Work order
Every single record below is to be reproduced exactly.

# # # #

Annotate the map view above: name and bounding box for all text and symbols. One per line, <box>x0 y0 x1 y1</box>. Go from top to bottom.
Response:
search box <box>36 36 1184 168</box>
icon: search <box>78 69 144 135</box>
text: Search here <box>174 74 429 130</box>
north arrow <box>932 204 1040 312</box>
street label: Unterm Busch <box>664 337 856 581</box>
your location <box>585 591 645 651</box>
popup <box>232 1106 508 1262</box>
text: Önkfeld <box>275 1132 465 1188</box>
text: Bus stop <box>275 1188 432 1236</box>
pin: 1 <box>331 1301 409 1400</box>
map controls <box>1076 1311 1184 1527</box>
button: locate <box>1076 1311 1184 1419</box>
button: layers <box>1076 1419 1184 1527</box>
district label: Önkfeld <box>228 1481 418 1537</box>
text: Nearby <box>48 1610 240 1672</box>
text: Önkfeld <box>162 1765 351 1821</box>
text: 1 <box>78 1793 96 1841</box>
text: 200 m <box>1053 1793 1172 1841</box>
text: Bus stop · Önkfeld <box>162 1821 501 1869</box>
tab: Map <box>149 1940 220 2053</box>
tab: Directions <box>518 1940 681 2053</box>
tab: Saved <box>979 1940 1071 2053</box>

# # # #

Answer to the problem
Annotate the map view above: name and bounding box for all text and symbols. One per line, <box>x0 y0 x1 y1</box>. Go from top to bottom.
Response:
search box <box>36 36 1184 168</box>
icon: search <box>78 69 144 135</box>
text: Search here <box>174 74 429 130</box>
north arrow <box>932 204 1040 312</box>
street label: Unterm Busch <box>664 337 856 581</box>
your location <box>585 591 645 651</box>
popup <box>232 1106 508 1262</box>
text: Önkfeld <box>275 1132 465 1188</box>
text: Bus stop <box>275 1188 432 1236</box>
pin: 1 <box>331 1301 409 1400</box>
map controls <box>1076 1311 1184 1527</box>
button: locate <box>1076 1311 1184 1419</box>
button: layers <box>1076 1419 1184 1527</box>
district label: Önkfeld <box>228 1481 418 1537</box>
text: Nearby <box>48 1610 240 1672</box>
text: Önkfeld <box>162 1765 351 1821</box>
text: 1 <box>78 1793 96 1841</box>
text: 200 m <box>1053 1793 1172 1841</box>
text: Bus stop · Önkfeld <box>162 1821 501 1869</box>
tab: Map <box>149 1940 220 2053</box>
tab: Directions <box>518 1940 681 2053</box>
tab: Saved <box>979 1940 1071 2053</box>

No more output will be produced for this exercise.